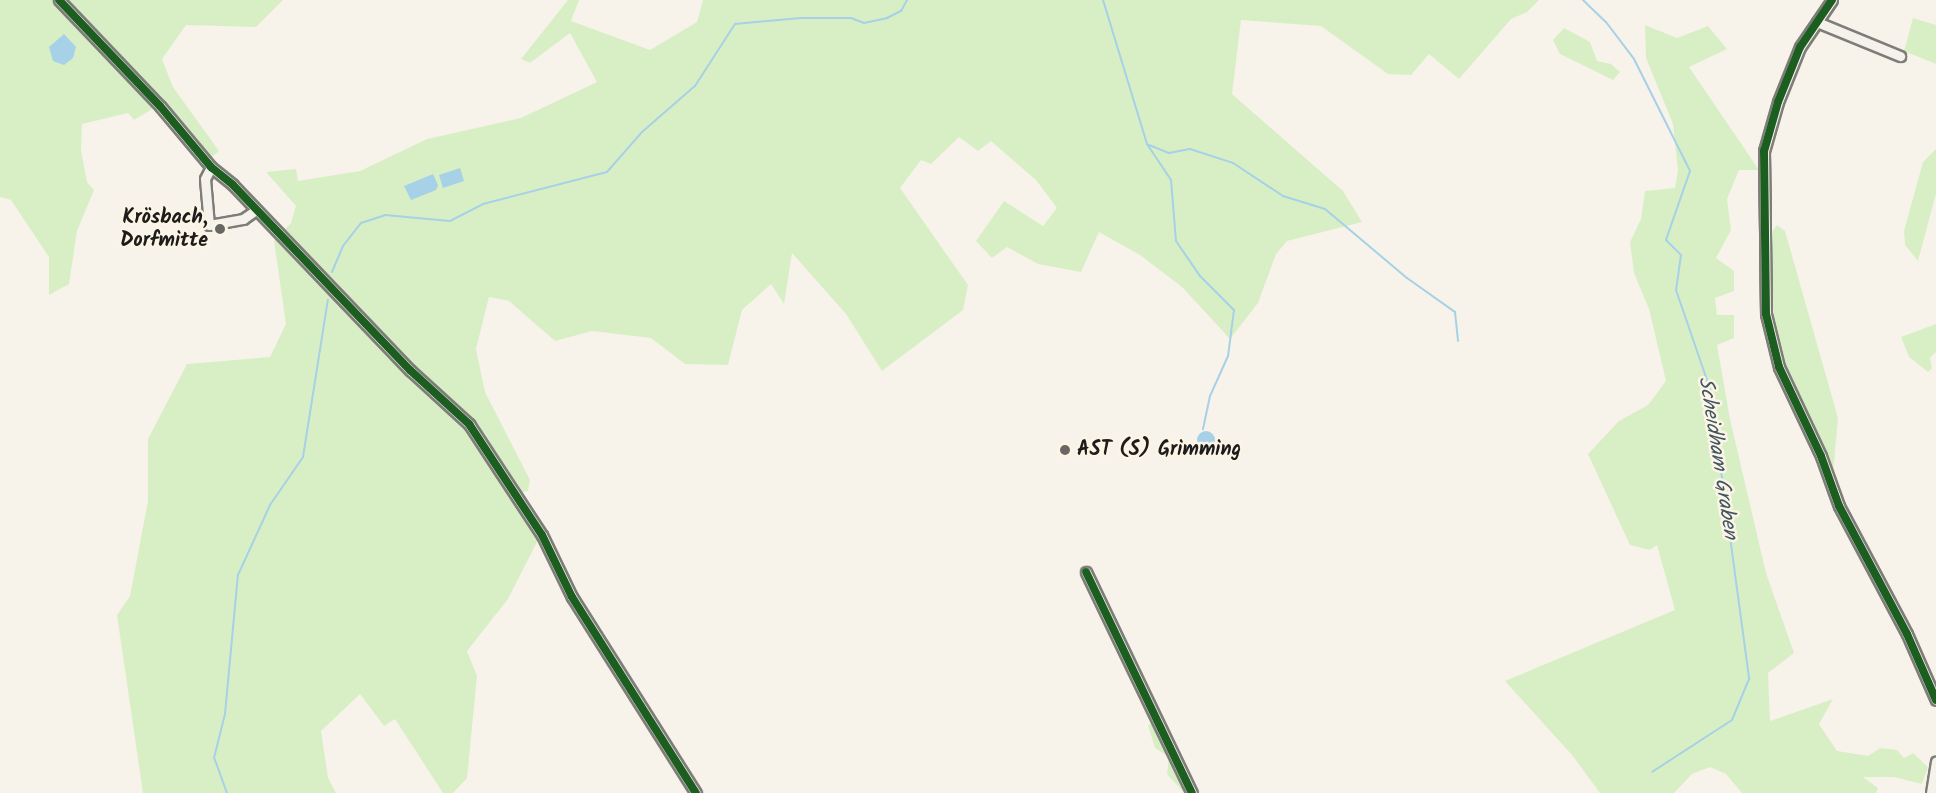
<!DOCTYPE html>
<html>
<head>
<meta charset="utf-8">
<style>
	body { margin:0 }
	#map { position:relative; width:1936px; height:793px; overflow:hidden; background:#f7f3ea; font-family:Kalam,sans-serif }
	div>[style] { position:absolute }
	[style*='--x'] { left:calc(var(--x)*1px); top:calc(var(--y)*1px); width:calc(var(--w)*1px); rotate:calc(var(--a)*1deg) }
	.green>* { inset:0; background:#d8efc6 }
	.water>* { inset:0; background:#a6d1e6 }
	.round { border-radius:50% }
	.stream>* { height:2px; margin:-1px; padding:0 1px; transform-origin:1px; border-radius:1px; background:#a6d1e6 }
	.roads { filter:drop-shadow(2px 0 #7f7d79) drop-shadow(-2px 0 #7f7d79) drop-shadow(0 2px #7f7d79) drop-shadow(0 -2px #7f7d79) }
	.minor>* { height:9px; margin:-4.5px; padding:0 4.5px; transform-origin:4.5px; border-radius:4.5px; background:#f5f2ec }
	.cycleway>* { height:8px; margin:-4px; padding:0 4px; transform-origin:4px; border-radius:4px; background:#1b5e20 }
	.dots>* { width:16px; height:16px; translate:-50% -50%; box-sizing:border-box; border:3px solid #fcf5e5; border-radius:50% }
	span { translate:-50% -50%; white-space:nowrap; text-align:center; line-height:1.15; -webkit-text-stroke:5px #fcf5e5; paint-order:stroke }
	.poi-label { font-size:20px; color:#1c1c1c; font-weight:700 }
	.right { translate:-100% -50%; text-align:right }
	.left { translate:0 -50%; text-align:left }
	.water-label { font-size:21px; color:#405662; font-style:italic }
</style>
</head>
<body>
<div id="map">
	<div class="green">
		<i style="clip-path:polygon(0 0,54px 0,157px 106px,134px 120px,128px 113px,82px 124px,81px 150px,87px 182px,94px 190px,77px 231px,69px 284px,49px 295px,49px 257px,11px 200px,0 197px)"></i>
		<i style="clip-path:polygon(63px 0,283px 0,256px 27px,186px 25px,162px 59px,173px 87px,219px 151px,208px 160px)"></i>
		<i style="clip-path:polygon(568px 0,579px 0,571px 21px,650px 50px,697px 22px,703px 0,1539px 0,1527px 12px,1511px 19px,1459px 79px,1429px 54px,1411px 75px,1388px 74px,1321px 26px,1241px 20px,1232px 94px,1343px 191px,1362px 222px,1287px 241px,1276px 254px,1258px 303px,1230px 339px,1182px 287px,1140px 255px,1099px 232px,1081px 272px,1038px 264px,1007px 247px,992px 258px,976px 241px,1004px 201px,1043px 226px,1057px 208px,1036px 180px,991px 141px,978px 151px,959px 137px,931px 164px,921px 160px,900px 188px,968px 285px,963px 310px,882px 371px,846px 314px,792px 253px,784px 304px,771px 284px,742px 310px,728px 365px,685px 364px,651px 338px,592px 331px,555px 341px,509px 301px,489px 297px,476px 349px,485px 392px,530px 480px,528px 491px,518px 493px,540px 536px,508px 599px,467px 651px,477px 676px,467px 778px,453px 793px,443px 793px,395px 719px,384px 726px,360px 694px,321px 731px,328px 778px,336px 793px,143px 793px,117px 615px,130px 596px,148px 501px,148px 439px,187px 364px,270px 357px,286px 324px,274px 241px,291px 223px,296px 206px,266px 172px,296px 169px,298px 181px,360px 171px,427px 139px,521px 118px,597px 82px,570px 33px,530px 63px,521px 59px)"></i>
		<i style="clip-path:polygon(1913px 18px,1936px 25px,1936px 64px,1904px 51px)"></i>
		<i style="clip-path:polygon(1645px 25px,1677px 38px,1708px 26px,1727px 49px,1689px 67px,1759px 170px,1739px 170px,1727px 199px,1731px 230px,1716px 258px,1734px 271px,1734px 291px,1715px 298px,1717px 315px,1734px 315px,1734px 338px,1717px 345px,1730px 419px,1766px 573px,1794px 653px,1768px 673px,1770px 721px,1833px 699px,1819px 724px,1837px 751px,1868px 756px,1880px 748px,1897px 750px,1904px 758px,1913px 753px,1928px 767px,1922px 784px,1894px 777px,1863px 777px,1878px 788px,1876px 793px,1742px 793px,1726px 774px,1710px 767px,1692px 774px,1674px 793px,1600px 793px,1572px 755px,1505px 681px,1675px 610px,1657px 545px,1650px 550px,1630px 545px,1588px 454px,1619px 421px,1648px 405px,1666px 381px,1649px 309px,1634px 273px,1630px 242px,1641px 219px,1645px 191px,1675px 188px,1678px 170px,1673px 124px,1646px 58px)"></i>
		<i style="clip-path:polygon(1564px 28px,1590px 42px,1597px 61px,1611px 64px,1620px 72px,1613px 80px,1560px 54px,1553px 40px)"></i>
		<i style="clip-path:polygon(1936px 149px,1936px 194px,1918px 261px,1905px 245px,1904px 231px,1923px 162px)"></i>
		<i style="clip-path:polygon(1777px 225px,1785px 231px,1838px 418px,1833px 474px,1784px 368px,1774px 318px,1767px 238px)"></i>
		<i style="clip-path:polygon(1936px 324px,1936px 352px,1930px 358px,1932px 368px,1928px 372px,1909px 357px,1901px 337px)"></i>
		<i style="clip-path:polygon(1163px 720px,1179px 759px,1196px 786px,1192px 793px,1184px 793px,1167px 774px,1169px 757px,1155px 748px,1148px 725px)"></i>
	</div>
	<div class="water">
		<i style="clip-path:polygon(64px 34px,76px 47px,73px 58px,64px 65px,53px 61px,49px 47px)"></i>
		<i style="clip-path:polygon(460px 168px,464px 181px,443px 188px,439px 175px)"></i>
		<i style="clip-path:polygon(433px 174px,438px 185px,436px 190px,411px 200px,404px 186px)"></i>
		<i class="round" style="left:1197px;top:431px;width:18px;height:18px"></i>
	</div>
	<div class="stream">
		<i style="--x:1103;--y:0;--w:151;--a:73"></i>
		<i style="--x:1147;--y:144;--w:43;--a:56.3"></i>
		<i style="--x:1171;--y:180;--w:61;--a:85.3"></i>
		<i style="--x:1176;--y:241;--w:42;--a:55.6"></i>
		<i style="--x:1200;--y:276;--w:48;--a:45"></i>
		<i style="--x:1234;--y:310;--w:46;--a:97.4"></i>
		<i style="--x:1228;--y:356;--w:44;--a:114.2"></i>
		<i style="--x:1210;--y:396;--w:34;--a:102"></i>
		<i style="--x:1583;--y:0;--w:32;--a:44"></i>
		<i style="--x:1606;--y:22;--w:46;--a:52.9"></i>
		<i style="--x:1634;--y:59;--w:125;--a:63.4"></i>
		<i style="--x:1690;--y:171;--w:73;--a:109.2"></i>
		<i style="--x:1666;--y:240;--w:21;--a:45"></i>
		<i style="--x:1681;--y:255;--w:35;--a:98"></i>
		<i style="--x:1676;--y:290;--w:105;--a:71"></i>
		<i style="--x:1710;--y:389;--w:293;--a:82.3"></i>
		<i style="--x:1749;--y:679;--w:44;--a:112.5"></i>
		<i style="--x:1732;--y:720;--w:95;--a:147"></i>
		<i style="--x:1149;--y:145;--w:22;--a:22"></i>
		<i style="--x:1169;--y:153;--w:21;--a:-11"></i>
		<i style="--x:1190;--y:149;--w:45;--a:18"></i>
		<i style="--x:1233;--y:163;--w:60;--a:33.4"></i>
		<i style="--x:1283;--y:196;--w:44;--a:17.2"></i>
		<i style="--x:1325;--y:209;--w:107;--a:40.1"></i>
		<i style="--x:1407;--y:278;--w:59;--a:35.3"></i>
		<i style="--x:1455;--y:312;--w:29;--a:84"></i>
		<i style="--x:332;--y:272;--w:28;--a:-67"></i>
		<i style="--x:343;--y:246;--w:29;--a:-52"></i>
		<i style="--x:361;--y:223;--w:25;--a:-18"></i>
		<i style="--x:385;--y:215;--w:65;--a:5.3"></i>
		<i style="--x:450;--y:221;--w:37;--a:-27"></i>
		<i style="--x:483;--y:204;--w:128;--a:-14.5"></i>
		<i style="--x:607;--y:172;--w:53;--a:-48.8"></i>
		<i style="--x:642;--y:132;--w:70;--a:-41"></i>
		<i style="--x:695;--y:86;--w:74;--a:-57.2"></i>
		<i style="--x:735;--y:24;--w:66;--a:-5.2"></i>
		<i style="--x:801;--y:18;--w:50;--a:0"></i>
		<i style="--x:851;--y:18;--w:14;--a:21"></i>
		<i style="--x:864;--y:23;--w:24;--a:-12"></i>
		<i style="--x:887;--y:18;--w:16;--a:-27"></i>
		<i style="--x:901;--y:11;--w:13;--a:-61"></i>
		<i style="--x:227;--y:793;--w:37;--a:-110"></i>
		<i style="--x:214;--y:758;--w:45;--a:-76"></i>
		<i style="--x:225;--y:714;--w:140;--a:-84.7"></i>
		<i style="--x:238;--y:575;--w:77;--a:-65.4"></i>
		<i style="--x:270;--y:505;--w:58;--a:-55.5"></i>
		<i style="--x:303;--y:457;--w:159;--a:-81"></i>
	</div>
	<div class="roads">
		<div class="minor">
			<i style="--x:59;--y:0;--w:146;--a:46.4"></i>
			<i style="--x:160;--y:106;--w:80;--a:50.1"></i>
			<i style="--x:211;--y:167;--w:28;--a:39"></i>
			<i style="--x:233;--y:185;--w:257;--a:46.3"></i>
			<i style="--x:411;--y:371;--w:79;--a:42.4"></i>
			<i style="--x:469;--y:424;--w:133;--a:56.7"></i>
			<i style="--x:542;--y:535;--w:69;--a:64.2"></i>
			<i style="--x:572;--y:597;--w:232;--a:57.7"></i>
			<i style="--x:1832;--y:0;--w:57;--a:124.2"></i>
			<i style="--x:1800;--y:47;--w:59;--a:111.8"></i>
			<i style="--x:1778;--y:102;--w:51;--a:105.9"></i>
			<i style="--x:1764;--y:151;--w:163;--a:89.3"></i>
			<i style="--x:1766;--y:314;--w:55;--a:76.2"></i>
			<i style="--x:1779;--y:367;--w:98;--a:64.7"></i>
			<i style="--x:1821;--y:456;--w:53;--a:70.2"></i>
			<i style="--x:1839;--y:506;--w:145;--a:62"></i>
			<i style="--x:1907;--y:634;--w:72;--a:66.3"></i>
			<i style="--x:1817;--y:22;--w:90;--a:22.3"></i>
			<i style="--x:211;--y:167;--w:13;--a:117"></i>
			<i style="--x:205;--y:179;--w:46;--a:85"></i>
			<i style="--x:209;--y:225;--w:35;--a:-10"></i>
			<i style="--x:243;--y:219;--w:16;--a:-35"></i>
			<i style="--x:1086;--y:572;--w:245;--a:64.4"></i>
			<i style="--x:1931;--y:793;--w:32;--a:-81"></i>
		</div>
	</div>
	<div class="cycleway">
		<i style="--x:59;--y:0;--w:146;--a:46.4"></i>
		<i style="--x:160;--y:106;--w:80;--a:50.1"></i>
		<i style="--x:211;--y:167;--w:28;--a:39"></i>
		<i style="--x:233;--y:185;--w:257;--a:46.3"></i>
		<i style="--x:411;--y:371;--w:79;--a:42.4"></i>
		<i style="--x:469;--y:424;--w:133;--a:56.7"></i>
		<i style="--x:542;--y:535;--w:69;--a:64.2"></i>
		<i style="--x:572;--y:597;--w:232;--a:57.7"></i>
		<i style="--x:1832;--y:0;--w:57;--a:124.2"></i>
		<i style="--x:1800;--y:47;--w:59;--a:111.8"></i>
		<i style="--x:1778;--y:102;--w:51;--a:105.9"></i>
		<i style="--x:1764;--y:151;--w:163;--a:89.3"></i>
		<i style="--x:1766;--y:314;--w:55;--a:76.2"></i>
		<i style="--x:1779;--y:367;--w:98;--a:64.7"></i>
		<i style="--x:1821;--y:456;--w:53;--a:70.2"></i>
		<i style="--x:1839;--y:506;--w:145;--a:62"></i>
		<i style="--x:1907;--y:634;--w:72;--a:66.3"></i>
		<i style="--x:1086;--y:572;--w:245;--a:64.4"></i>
	</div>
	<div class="dots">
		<i style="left:220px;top:229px;background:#696764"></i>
		<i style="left:1065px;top:450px;background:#696764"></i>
	</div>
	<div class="poi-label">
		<span class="right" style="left:208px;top:230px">Krösbach,<br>Dorfmitte</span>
		<span class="left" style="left:1077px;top:450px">AST (S) Grimming</span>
	</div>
	<div class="water-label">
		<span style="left:1717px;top:458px;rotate:81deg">Scheidham Graben</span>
	</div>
</div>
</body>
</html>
•••
Look through the listing above and copy each line where the string "position" occurs.

--- Solution to this exercise ---
	#map { position:relative; width:1936px; height:793px; overflow:hidden; background:#f7f3ea; font-family:Kalam,sans-serif }
	div>[style] { position:absolute }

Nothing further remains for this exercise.